#### [Task description]
Go through the listing and pick out each line with the word "limit" in it.

___ Records for the exercise ___

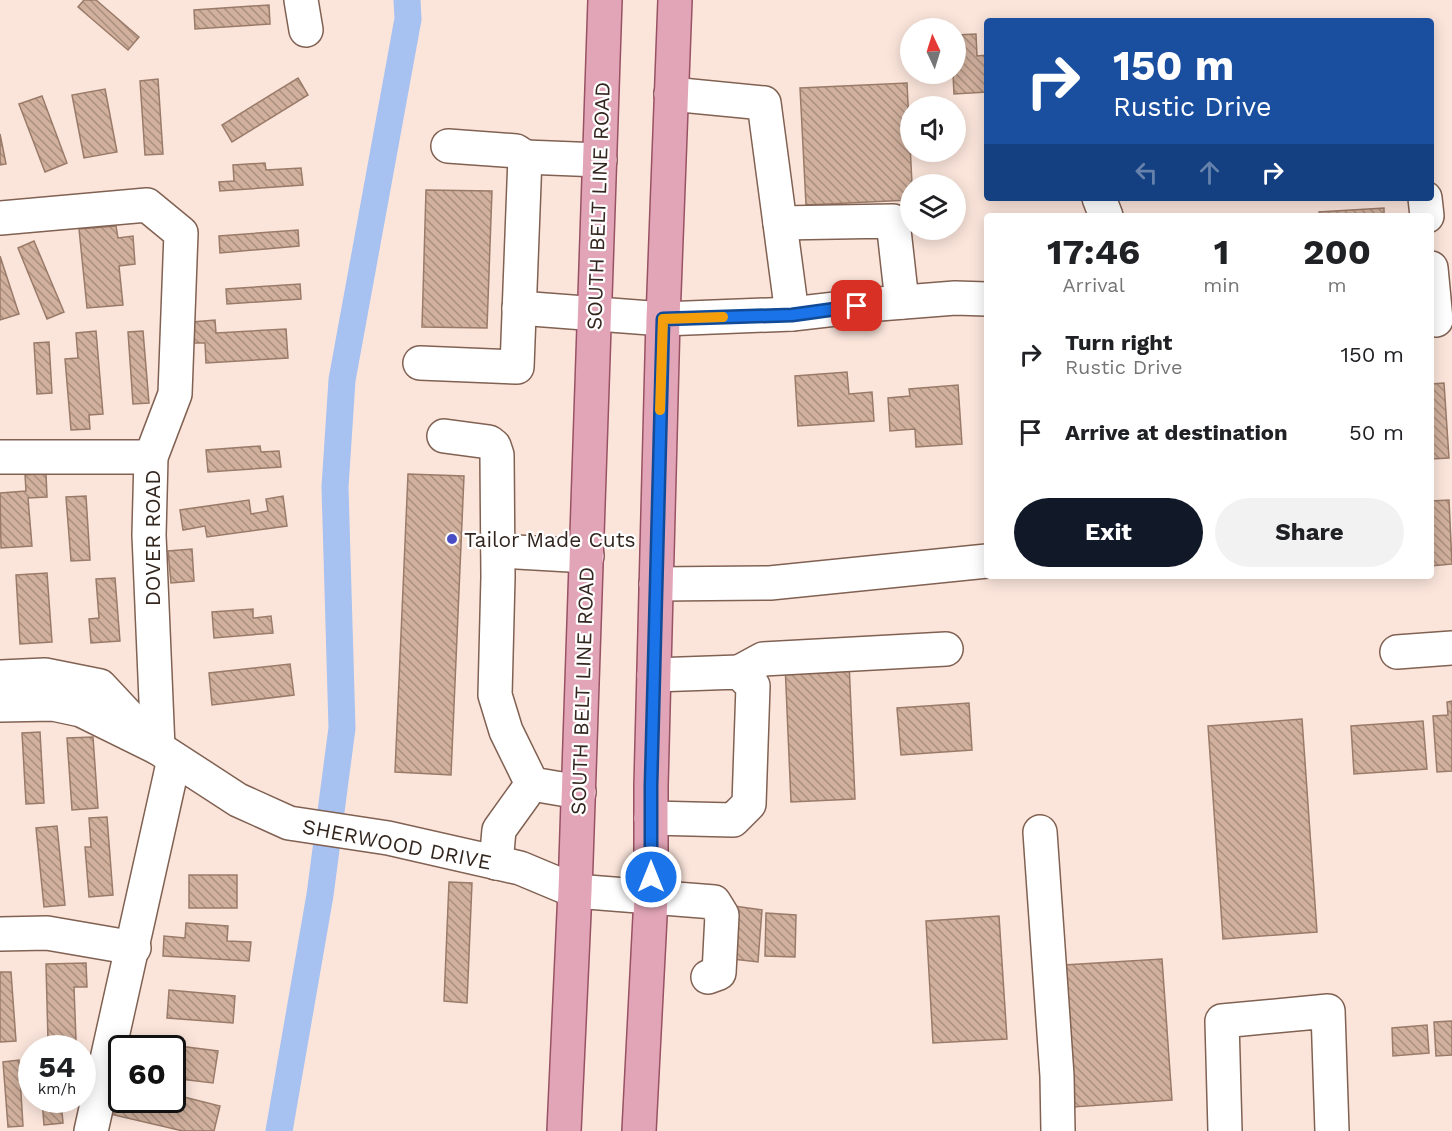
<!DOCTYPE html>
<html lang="en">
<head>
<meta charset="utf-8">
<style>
  :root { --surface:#fff; --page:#f2f2f2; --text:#202124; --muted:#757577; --accent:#111827 }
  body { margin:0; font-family:"Work Sans",sans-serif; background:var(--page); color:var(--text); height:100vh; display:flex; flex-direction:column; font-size:22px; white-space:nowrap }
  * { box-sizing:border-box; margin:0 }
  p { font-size:20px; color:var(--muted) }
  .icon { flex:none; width:33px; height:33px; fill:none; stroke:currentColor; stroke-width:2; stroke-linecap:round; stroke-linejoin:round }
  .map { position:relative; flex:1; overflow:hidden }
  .side { position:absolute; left:984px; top:213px; width:450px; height:366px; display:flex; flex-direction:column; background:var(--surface); border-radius:6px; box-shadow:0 3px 15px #0003 }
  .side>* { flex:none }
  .top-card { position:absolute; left:984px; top:18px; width:450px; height:183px; border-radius:6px; box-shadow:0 3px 15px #0003; background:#1a4fa0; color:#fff; overflow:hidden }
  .needle { width:39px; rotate:356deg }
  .tools { position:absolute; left:900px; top:18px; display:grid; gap:12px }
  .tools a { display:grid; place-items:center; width:66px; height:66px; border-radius:50%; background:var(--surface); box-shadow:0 3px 15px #0003; font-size:30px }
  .speed { position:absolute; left:18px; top:1035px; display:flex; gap:12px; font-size:30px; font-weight:700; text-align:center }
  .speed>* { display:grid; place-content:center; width:78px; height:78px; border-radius:50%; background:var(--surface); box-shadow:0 3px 15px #0003; line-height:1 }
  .speed small { font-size:15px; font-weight:400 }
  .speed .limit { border:3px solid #111; border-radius:9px; background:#fff; color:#111 }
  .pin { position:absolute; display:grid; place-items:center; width:51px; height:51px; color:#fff; margin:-26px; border-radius:12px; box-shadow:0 3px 9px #0006 }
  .me { position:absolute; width:66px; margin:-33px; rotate:0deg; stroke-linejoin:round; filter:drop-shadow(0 0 4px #0008) }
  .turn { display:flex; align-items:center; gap:21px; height:126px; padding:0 30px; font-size:27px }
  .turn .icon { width:78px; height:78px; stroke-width:2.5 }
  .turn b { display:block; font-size:42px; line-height:51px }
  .lanes { display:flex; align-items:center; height:57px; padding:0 30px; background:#0003; justify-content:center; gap:30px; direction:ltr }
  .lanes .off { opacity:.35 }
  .eta { display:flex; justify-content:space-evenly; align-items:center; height:102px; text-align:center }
  .eta b { font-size:36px; font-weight:700; line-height:42px }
  .primary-button { display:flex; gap:12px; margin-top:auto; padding:12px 30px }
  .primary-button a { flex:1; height:69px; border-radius:36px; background:var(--accent); color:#fff; font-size:24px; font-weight:700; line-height:69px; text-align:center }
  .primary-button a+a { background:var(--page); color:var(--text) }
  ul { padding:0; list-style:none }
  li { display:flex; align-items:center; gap:18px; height:78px; padding:0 30px }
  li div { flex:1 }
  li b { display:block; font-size:22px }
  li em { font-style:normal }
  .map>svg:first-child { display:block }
</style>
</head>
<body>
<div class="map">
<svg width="1452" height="1131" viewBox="0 0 1452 1131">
  <defs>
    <pattern id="building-back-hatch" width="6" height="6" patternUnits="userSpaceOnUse" patternTransform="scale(1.5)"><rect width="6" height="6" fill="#d1b09d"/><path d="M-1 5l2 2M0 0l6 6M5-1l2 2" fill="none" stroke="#aa8f7f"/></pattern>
  </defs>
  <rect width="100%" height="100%" fill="#fbe5db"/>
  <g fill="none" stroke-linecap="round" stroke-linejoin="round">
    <polyline stroke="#a7c1f0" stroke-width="27" points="279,1131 320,895 342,728 335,487 342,380 408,19 407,0"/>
  </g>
  <g fill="url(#building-back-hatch)" stroke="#9a7b69" stroke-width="1.5">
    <polygon points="84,0 96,0 139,37 128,50 78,7"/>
    <polygon points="269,5 270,24 195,29 194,10"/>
    <polygon points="976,34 977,56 987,55 987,92 954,94 953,74 956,74 956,35"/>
    <polygon points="298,78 308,95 232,142 222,125"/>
    <polygon points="158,79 163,154 145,155 140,81"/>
    <polygon points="907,83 912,184 910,184 910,200 806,205 800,88"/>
    <polygon points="105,89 117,152 84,158 72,95"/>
    <polygon points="42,96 67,163 45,172 19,104"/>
    <polygon points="0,134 6,164 0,165"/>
    <polygon points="265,163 266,170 301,168 303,185 220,191 219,182 234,181 233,165"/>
    <polygon points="426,190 492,191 487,328 422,327"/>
    <polygon points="1384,208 1384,216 1320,216 1319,212"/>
    <polygon points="116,226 118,238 133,236 135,264 119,266 123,305 87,308 79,229"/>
    <polygon points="298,230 299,246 220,253 219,236"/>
    <polygon points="34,241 64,312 47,319 18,248"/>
    <polygon points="0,256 19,314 0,320"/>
    <polygon points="300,284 301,299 227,304 226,289"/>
    <polygon points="215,320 216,333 286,329 288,358 206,363 205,343 193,343 192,322"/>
    <polygon points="96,331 103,414 89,415 90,429 71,430 65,359 78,358 76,333"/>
    <polygon points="143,331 149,403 133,404 128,332"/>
    <polygon points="49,342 52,393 37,394 34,343"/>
    <polygon points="847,372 849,394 872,392 874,421 798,426 795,376"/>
    <polygon points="1444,383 1449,458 1431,459 1431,384"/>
    <polygon points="958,385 962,444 916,447 915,429 890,431 888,398 910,396 909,389"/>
    <polygon points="260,446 261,452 279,451 281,467 208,472 206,450"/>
    <polygon points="46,473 47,497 28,498 32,546 1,548 0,493 26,491 25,475"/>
    <polygon points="408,474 464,476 451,775 395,772"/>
    <polygon points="86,496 90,560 71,561 66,497"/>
    <polygon points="283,496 287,526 207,537 205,526 183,530 180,510 249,500 251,514 268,511 266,499"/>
    <polygon points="1449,500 1452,564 1431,566 1431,501"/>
    <polygon points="192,549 194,581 171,583 168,551"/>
    <polygon points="47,573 52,642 20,644 16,575"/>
    <polygon points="115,578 120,641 91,643 89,619 99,618 96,579"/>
    <polygon points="253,609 253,618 271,616 273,633 214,638 212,612"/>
    <polygon points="849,662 855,799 791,802 785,664"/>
    <polygon points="290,664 294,695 212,705 209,673"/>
    <polygon points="1452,701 1452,771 1437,772 1433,716 1448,715 1447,702"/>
    <polygon points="969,703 972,750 901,755 897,708"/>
    <polygon points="1302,719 1317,932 1223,939 1208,726"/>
    <polygon points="1423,721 1427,769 1354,774 1351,726"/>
    <polygon points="40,732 44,803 26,804 22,733"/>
    <polygon points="93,737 98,808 72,810 67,738"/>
    <polygon points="107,817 113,895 89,897 85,847 91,847 89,818"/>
    <polygon points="57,826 65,905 44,907 36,828"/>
    <rect x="189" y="875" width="48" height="33"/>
    <polygon points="449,882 472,883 467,1003 444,1001"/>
    <polygon points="727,905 762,910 758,962 724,958"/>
    <polygon points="766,913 796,915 795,957 765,956"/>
    <polygon points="999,916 1007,1039 933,1043 926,921"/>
    <polygon points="186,923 228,926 227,941 251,942 249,961 163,956 164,936 185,938"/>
    <polygon points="1162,959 1172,1100 1073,1107 1064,965"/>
    <polygon points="86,963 87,987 74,987 76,1041 48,1042 46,964"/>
    <polygon points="0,972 11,972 16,1041 0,1042"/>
    <polygon points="169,990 235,996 233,1023 167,1018"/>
    <polygon points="1452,1021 1452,1055 1436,1056 1434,1022"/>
    <polygon points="1427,1025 1429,1053 1393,1056 1392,1028"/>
    <polygon points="155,1043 218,1051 213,1083 172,1078 172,1048 154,1048"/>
    <polygon points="19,1060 23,1126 8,1127 3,1062"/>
    <polygon points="118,1081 122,1082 122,1100 172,1100 172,1094 220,1106 214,1131 183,1131 110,1114"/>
    <polygon points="42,1100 61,1100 63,1123 44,1125"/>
  </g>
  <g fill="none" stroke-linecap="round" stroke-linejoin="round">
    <defs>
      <g id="minor">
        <polyline points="301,0 306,30"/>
        <polyline points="671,94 764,103 792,314"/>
        <polyline points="448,146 516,151 525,157"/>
        <polyline points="1099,198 1106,216"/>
        <polyline points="1425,198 1427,216"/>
        <polyline points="0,218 147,205 181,233 175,394 151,457 149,535 158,748"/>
        <polyline points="780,223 893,221 902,302"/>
        <polyline points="1431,268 1436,320"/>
        <polyline points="519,308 663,319 792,314 879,304 955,298 987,299"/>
        <polyline points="420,363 517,367 525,157 600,160"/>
        <polyline points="444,436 489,442 494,446 497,455 498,577 495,695 506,731 532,784 579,792"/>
        <polyline points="0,457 151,457"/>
        <polyline points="498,551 587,556"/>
        <polyline points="656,584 770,583 987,561"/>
        <polyline points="1397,652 1452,648"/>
        <polyline points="739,672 763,659 946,649"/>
        <polyline points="0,677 45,675 100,686 144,733"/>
        <polyline points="0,705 53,704 81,710 158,748 238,800 289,823 388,838 520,868 575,891 714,902 722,915 719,973 708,977"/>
        <polyline points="651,818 733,820 749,804 753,686 739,672 654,675"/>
        <polyline points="1040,832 1057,1076 1058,1131"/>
        <polyline points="496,863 499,830 532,784"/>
        <polyline points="0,934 47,933 134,948"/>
        <polyline points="91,1131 174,759"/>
        <polyline points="1225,1131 1222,1021 1328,1011 1332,1131"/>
      </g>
      <g id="major">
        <polyline points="564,1131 575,891 605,0"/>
        <polyline points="639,1131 651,897 651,786 663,319 675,0"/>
      </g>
    </defs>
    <use href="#minor" stroke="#806152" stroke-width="36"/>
    <use href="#major" stroke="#985263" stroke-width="36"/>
    <use href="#minor" stroke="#fff" stroke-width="33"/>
    <use href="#major" stroke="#e2a5b8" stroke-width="33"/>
  </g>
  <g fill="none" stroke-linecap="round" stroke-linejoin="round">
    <defs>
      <polyline id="route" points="651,877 651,786 663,319 792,315 857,306"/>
    </defs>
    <use href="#route" stroke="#114b97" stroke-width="15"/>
    <use href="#route" stroke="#1a73e8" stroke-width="10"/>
    <polyline stroke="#f59e0b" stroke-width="10" points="660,410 663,319 723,317"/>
  </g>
  <circle fill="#4a4ec4" stroke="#fff" stroke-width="2" cx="452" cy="539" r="6"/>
  <g text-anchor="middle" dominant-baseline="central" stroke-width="4.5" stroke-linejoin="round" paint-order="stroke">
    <g font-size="21" fill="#33261f" stroke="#fff">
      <text transform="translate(598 206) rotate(-88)">SOUTH BELT LINE ROAD</text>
      <text transform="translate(152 538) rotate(-90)">DOVER ROAD</text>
      <text transform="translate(582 691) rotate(-88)">SOUTH BELT LINE ROAD</text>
      <text transform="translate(397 844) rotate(11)">SHERWOOD DRIVE</text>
    </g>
    <g font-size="21" fill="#33261f" stroke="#fff" text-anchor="start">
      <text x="464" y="539">Tailor Made Cuts</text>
    </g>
  </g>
</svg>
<div class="tools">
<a><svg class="needle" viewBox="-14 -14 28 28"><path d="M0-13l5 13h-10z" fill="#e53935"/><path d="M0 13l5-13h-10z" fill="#757577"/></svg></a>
<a><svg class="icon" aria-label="sound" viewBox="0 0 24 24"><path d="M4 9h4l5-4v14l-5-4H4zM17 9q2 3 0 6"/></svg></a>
<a><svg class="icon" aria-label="layers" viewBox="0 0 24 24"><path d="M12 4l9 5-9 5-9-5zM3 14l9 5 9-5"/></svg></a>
</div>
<div class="speed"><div>54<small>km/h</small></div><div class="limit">60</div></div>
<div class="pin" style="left:857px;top:306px;background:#d93025"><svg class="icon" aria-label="arrive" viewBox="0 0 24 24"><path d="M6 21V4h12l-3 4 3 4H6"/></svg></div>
<svg class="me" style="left:651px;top:877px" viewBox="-20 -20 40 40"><circle r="17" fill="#1a73e8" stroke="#fff" stroke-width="3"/><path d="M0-11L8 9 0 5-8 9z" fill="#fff"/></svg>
<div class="top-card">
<div class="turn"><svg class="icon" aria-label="right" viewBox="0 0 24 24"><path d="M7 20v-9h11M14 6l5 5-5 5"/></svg><div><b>150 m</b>Rustic Drive</div></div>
<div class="lanes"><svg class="icon off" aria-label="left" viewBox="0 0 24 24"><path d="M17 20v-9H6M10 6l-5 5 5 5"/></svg><svg class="icon off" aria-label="ahead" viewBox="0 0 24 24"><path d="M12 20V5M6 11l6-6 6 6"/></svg><svg class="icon" aria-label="right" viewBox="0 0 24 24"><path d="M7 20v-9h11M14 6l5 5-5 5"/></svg></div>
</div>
<section class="side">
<div class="eta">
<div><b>17:46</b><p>Arrival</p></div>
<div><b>1</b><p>min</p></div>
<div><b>200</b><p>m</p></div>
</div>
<ul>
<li><svg class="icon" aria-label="right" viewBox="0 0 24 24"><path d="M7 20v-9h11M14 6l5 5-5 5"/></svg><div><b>Turn right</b><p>Rustic Drive</p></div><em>150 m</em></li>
<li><svg class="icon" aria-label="arrive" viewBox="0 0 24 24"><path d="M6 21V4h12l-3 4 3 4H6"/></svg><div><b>Arrive at destination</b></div><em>50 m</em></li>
</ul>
<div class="primary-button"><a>Exit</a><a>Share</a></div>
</section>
</div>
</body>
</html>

___

#### [Reply]
  .speed .limit { border:3px solid #111; border-radius:9px; background:#fff; color:#111 }
<div class="speed"><div>54<small>km/h</small></div><div class="limit">60</div></div>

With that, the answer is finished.